Logan had put a new lens in and was putting his box of contacts away in his desk drawer while I poked around his bedroom. We’d left school, taking my car, and I was still waiting for Logan to fill me in on the rest of this alien stuff.
“Makes sense I guess, since you’re an alien and all.” I turned to him, crossing my arms and raising my eyebrows. When my eyes met his, I was glad he looked human again. In all honesty, I wasn’t convinced he was an alien. He said he wasn’t one of them. He didn’t look like the things that had taken me, but something had to have made his eyes that way. And I was willing to bet it wasn’t human.

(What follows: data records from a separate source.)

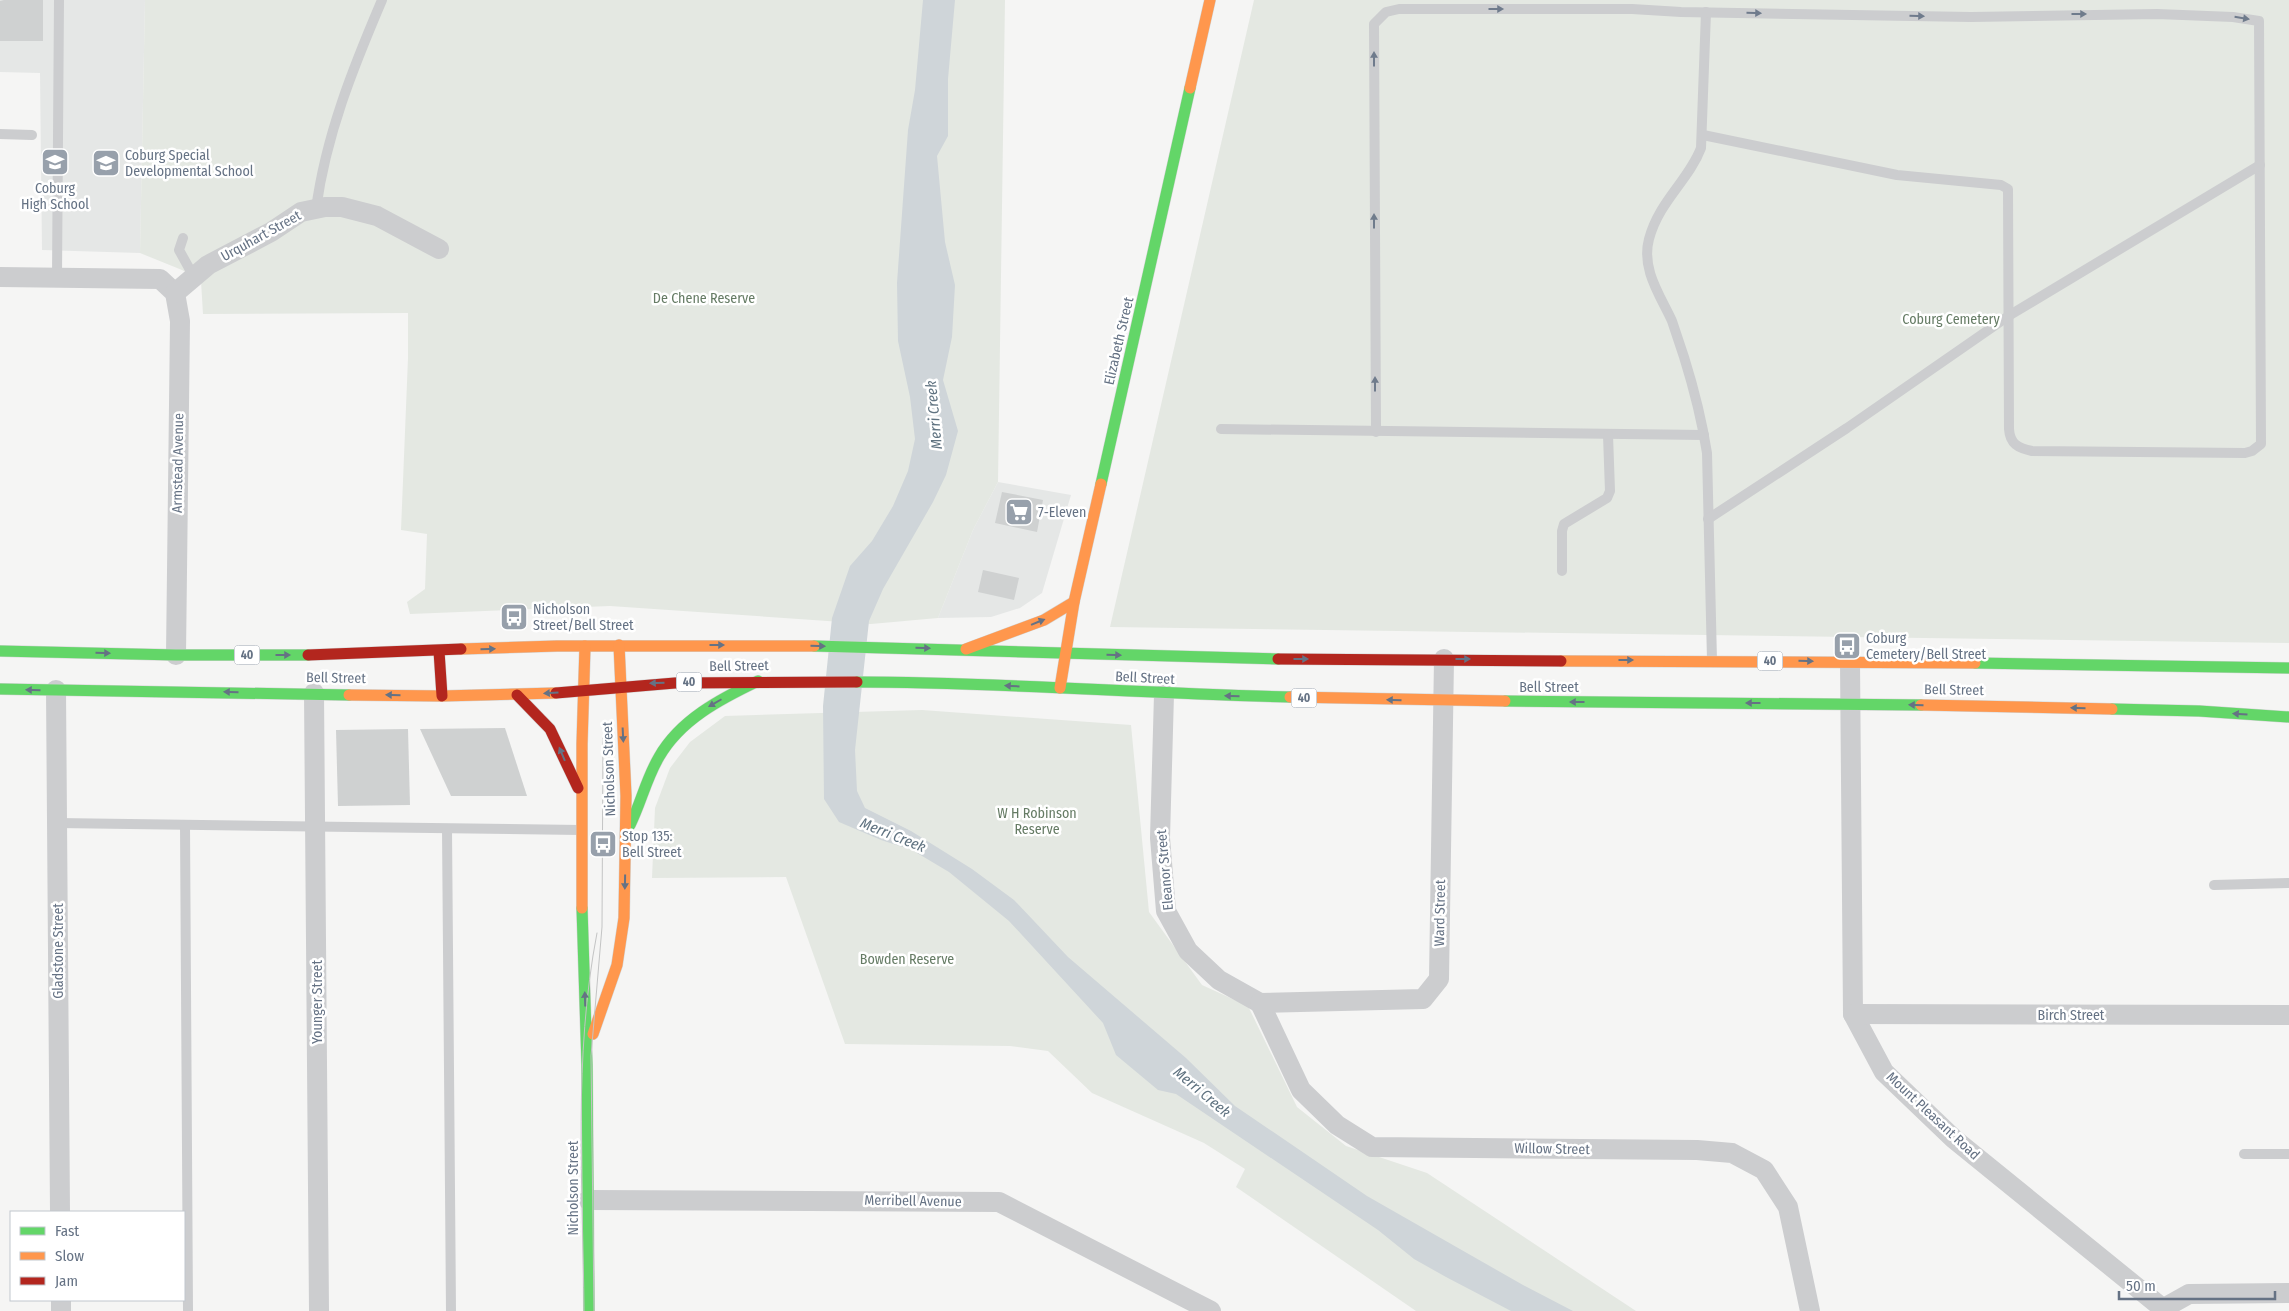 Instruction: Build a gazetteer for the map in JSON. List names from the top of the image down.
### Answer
{
  "streets": {
    "main road": [
      "Elizabeth Street",
      "40",
      "Bell Street",
      "Nicholson Street"
    ],
    "street": [
      "Urquhart Street",
      "Armstead Avenue",
      "Eleanor Street",
      "Ward Street",
      "Gladstone Street",
      "Younger Street",
      "Birch Street",
      "Mount Pleasant Road",
      "Willow Street",
      "Merribell Avenue"
    ]
  },
  "crossings": [
    ["Urquhart Street", "Armstead Avenue"],
    ["Elizabeth Street", "Bell Street"],
    ["Armstead Avenue", "Bell Street"],
    ["Bell Street", "Nicholson Street"],
    ["Bell Street", "Eleanor Street"],
    ["Bell Street", "Ward Street"],
    ["Bell Street", "Gladstone Street"],
    ["Bell Street", "Younger Street"],
    ["Bell Street", "Mount Pleasant Road"],
    ["Nicholson Street", "Merribell Avenue"],
    ["Eleanor Street", "Ward Street"],
    ["Eleanor Street", "Willow Street"],
    ["Ward Street", "Willow Street"],
    ["Birch Street", "Mount Pleasant Road"]
  ],
  "water": ["Merri Creek"],
  "parks": [
    "De Chene Reserve",
    "Coburg Cemetery",
    "W H Robinson Reserve",
    "Bowden Reserve"
  ],
  "places": {
    "school or university": ["Coburg High School", "Coburg Special Developmental School"],
    "supermarket": ["7-Eleven"],
    "bus stop": ["Nicholson Street/Bell Street", "Coburg Cemetery/Bell Street", "Stop 135: Bell Street"]
  },
  "legend": ["Fast", "Slow", "Jam"],
  "scale_bar": "50 m"
} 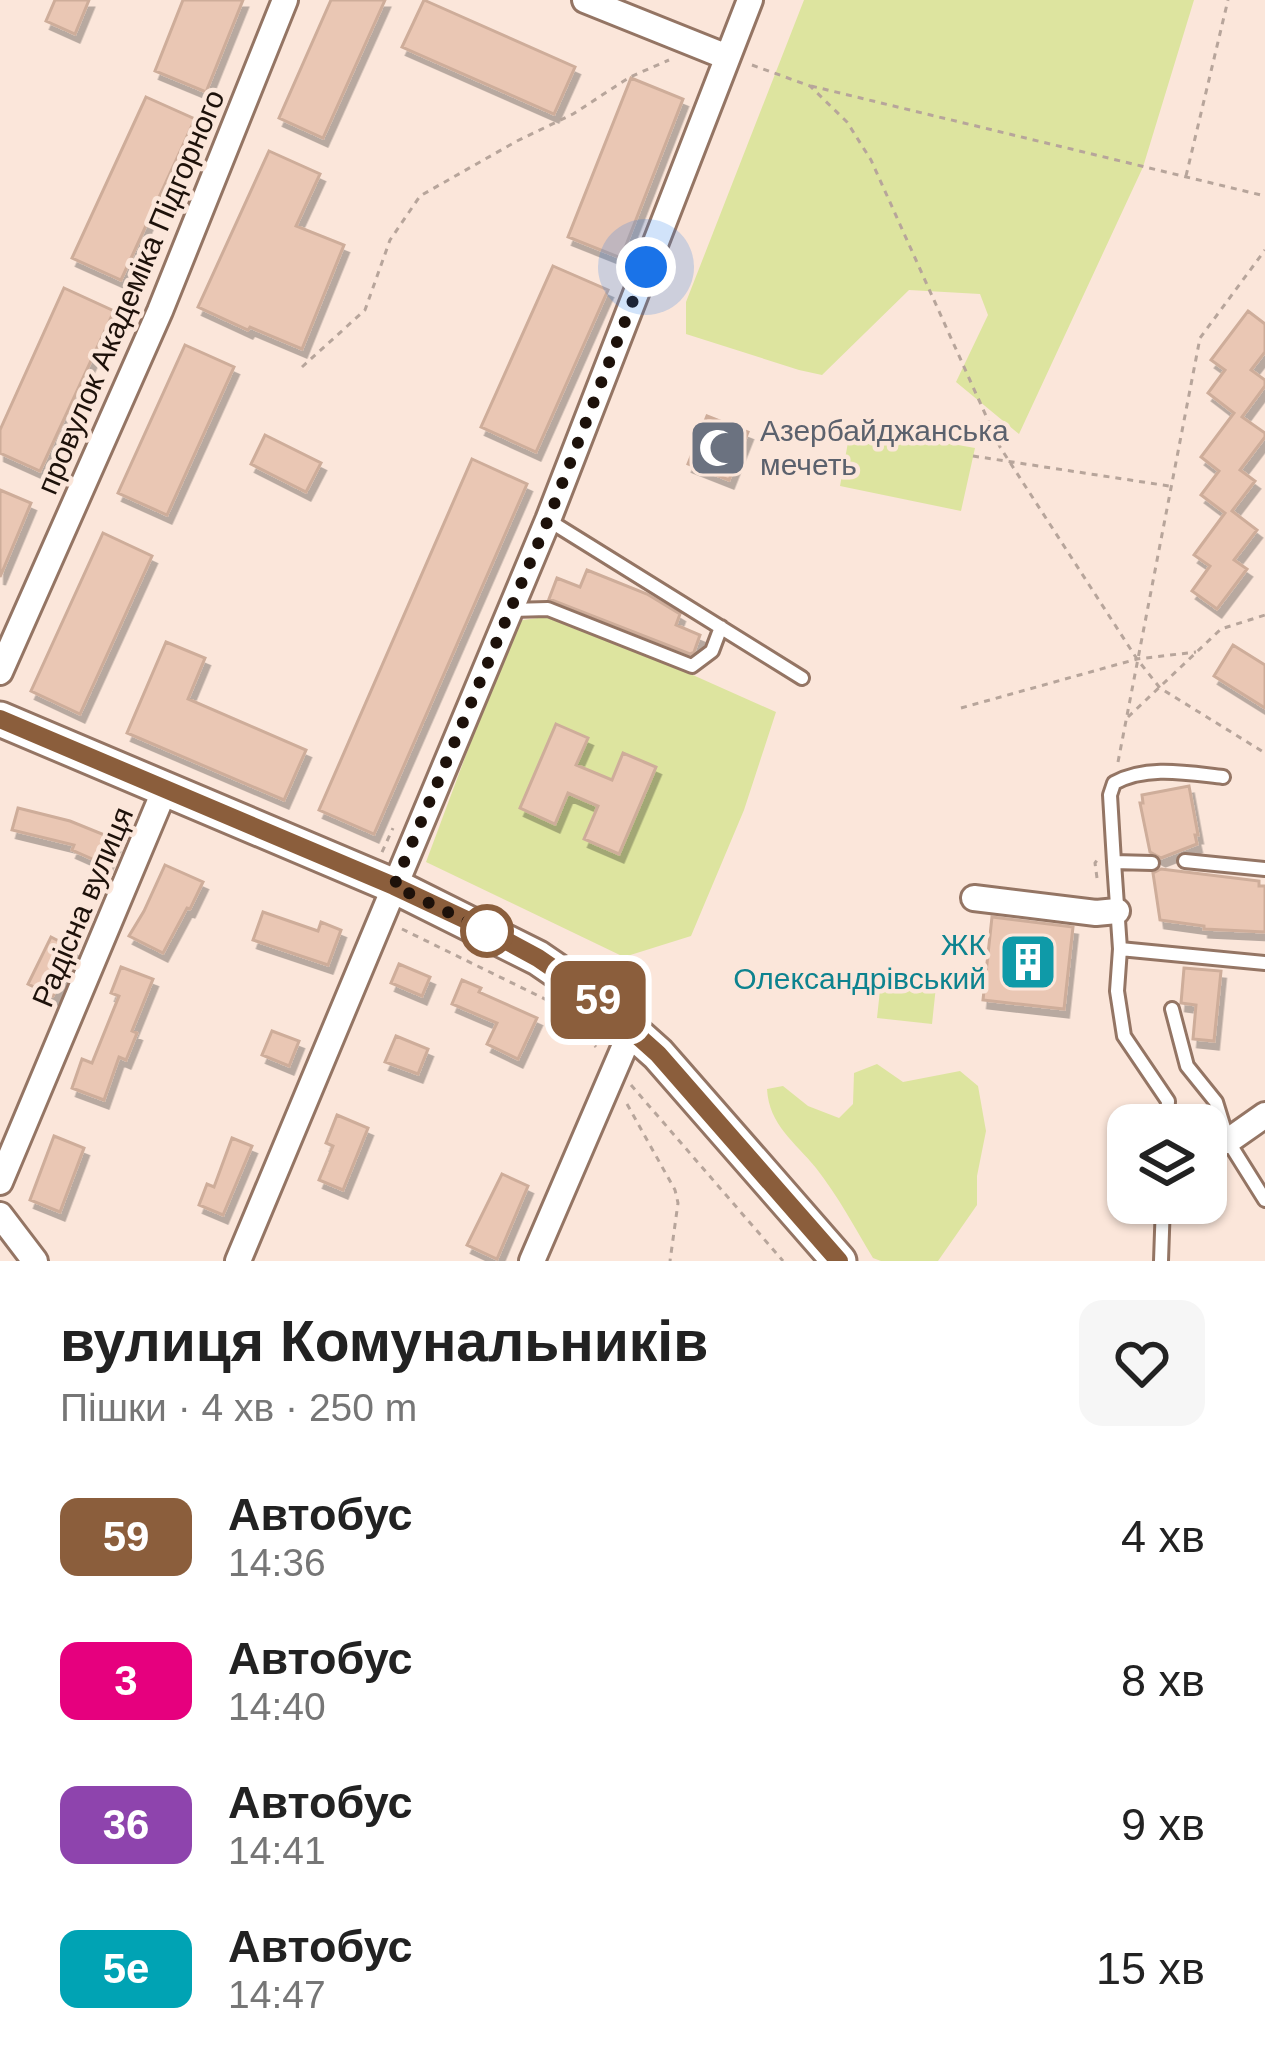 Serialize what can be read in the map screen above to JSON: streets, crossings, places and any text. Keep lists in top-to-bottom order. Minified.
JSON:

Logan let out a short laugh but didn’t say anything else.
“I’m still waiting for you to give me the explain-y on that. Remember, it was the whole reason I left school with you.”
Logan sighed. “I know, so come on. I’ll explain.” He started to walk out.
“What? No, we just got here.” I followed after him. “Why can’t you just tell me here?”
Logan whirled around, stopping me in my tracks. His quick movement caused me to take a step back. For just a second, as I looked at him, I didn’t see the geeky, quiet, loner Logan Reed. Instead I saw through his thick-framed glasses an assertive look in his eyes. It made him appear confident, powerful, and maybe even a little dangerous.
“It’s better if I show you,” Logan said, and all I could do was nod and follow him.
Our subdivision was at the edge of town. Beyond the last circle was what everyone called Moody’s Woods. New Liberty was located in the dryer part of Texas, but not so far west that we didn’t see trees. The place where things were the greenest was Moody’s Woods. That wasn’t its official name, but the whole town started calling it that after sixteen-year-old Emma Moody went missing about ten years back. I still remember the day they found her body in the woods.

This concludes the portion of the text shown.